It is indeed possible. My point was that sqlpp11 does not provide an async
interface. You can surely write a sqlpp11 backend for MySQL using
the proposed Boost.MySQL library. I haven't done it, but having a quick
look at the interface, it should just work. However, you won't get the most
of Boost.MySQL, because you will be using just sync code.

It is possible to write a Postgres connector with a similar approach.
I indeed wrote a POC available here:
https://github.com/anarthal/postgres-asio
The protocols are different, though, so if you follow my approach
of providing primitives easy to use, yet close to the protocol,
the APIs will be a little different. The Postgres protocol allows
finer grain control over statement execution, AFAIR.

I don't know much about SQLite - but being just a library
and not a protocol, the connector would have to wrap libsqlite.
I can't tell you whether exposing an Asio interface for it
is possible or not.
...
The library really provides ease-of-use, when we consider what it provides
and how low-level it is. However, unlike in other libraries like
Boost.Beast, Boost.MySql users might not be sold into the Asio way of doing
things. Applications that require access to databases might be making
sparse database requests where the Asio asynchronous model is not as
useful. Highlighting these differences in the docs is important.
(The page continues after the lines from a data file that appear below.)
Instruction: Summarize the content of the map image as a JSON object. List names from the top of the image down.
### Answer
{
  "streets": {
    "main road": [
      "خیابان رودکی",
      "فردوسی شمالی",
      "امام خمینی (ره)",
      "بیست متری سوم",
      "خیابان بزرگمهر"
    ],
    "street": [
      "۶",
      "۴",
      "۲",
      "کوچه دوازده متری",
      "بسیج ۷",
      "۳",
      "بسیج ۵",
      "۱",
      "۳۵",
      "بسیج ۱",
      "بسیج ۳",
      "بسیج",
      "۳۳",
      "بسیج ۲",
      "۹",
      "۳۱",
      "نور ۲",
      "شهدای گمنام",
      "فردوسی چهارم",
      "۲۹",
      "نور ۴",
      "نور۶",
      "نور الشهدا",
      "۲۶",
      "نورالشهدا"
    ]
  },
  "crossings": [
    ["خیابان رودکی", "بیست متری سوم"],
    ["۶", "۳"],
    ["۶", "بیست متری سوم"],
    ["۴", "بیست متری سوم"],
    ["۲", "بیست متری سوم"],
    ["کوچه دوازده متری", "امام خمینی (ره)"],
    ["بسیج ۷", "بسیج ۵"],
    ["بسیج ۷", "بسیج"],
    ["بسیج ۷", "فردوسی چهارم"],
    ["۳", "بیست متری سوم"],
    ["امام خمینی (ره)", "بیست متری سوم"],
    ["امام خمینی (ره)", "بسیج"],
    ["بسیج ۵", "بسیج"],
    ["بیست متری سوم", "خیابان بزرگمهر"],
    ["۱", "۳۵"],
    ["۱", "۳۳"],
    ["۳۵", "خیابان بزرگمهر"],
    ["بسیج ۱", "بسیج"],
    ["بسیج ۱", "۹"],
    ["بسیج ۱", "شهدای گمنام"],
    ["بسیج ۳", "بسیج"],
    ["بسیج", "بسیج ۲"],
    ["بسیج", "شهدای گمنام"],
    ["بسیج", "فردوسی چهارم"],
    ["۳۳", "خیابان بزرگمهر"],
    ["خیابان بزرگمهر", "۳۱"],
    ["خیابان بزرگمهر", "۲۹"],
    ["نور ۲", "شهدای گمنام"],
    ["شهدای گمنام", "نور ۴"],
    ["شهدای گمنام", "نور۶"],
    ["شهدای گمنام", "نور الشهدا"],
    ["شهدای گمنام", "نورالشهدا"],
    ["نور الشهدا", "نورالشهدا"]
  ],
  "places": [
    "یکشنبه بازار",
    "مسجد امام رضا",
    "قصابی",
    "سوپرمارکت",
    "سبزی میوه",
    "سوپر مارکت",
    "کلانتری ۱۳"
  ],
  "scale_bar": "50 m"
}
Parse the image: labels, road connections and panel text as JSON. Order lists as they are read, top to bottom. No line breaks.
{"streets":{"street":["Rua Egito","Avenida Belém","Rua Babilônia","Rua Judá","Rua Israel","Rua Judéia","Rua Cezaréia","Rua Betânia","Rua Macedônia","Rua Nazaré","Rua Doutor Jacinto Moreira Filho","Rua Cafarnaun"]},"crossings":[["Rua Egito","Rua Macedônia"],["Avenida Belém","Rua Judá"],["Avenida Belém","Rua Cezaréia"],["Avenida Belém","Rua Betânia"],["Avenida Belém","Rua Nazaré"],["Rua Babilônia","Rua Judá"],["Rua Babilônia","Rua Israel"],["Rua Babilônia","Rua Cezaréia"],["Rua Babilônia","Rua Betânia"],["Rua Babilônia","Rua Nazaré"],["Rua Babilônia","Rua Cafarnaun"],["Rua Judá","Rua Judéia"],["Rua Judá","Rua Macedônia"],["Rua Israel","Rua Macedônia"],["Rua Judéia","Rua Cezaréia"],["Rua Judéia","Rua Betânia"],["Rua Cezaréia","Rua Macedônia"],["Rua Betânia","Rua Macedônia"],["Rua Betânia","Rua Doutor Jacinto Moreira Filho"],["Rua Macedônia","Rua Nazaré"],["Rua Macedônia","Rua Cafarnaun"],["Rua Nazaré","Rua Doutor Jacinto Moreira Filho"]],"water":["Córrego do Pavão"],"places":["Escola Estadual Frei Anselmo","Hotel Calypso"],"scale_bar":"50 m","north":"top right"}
Asio takes
some time to learn, and I guess for a user not used to Asio, already
understanding Asio does not sound like the ease of use. The docs could
focus on the protocol before moving on to the asynchronous functionality.
What actions do you think we can take here? Adding a section in the intro
(https://anarthal.github.io/mysql/mysql/intro.html) about "knowing Asio
is a requirement to use this library"? Do you think an overview on the protocol
(handshake, query, metadata and row packets) would really be useful
for the user at that point?
...
I'm also a little worried about the maintainability of the library and
protocol changes and how this could impact boost as a whole. Should we
really announce it as compatible with MariaDB? What direction would the
library take if they diverge? How often does the protocol change or is
extended? Is Ruben going to stick around if the protocol changes? How hard
would it be for someone to understand the code and implement extensions?
Can a user be sure it's always going to provide the same features and be as
reliable as the C API? I don't have the answer to these questions, but it's
something that got me wondering. I guess this kind of question is going to
come up for any library that is related to a protocol.
The protocol it implements is the "client/server" protocol, which was in
place before the MariaDB fork. From what I know, this is a pretty old
protocol and remains pretty stable. MySQL is separately developing a
new X-protocol`(which this library does *NOT* implement). Docs here:
https://dev.mysql.com/doc/dev/mysql-server/latest/page_mysqlx_protocol.html
MariaDB does not implement it and does not plan to do it. I don't
really think MySQL is going to develop the client/server protocol a lot.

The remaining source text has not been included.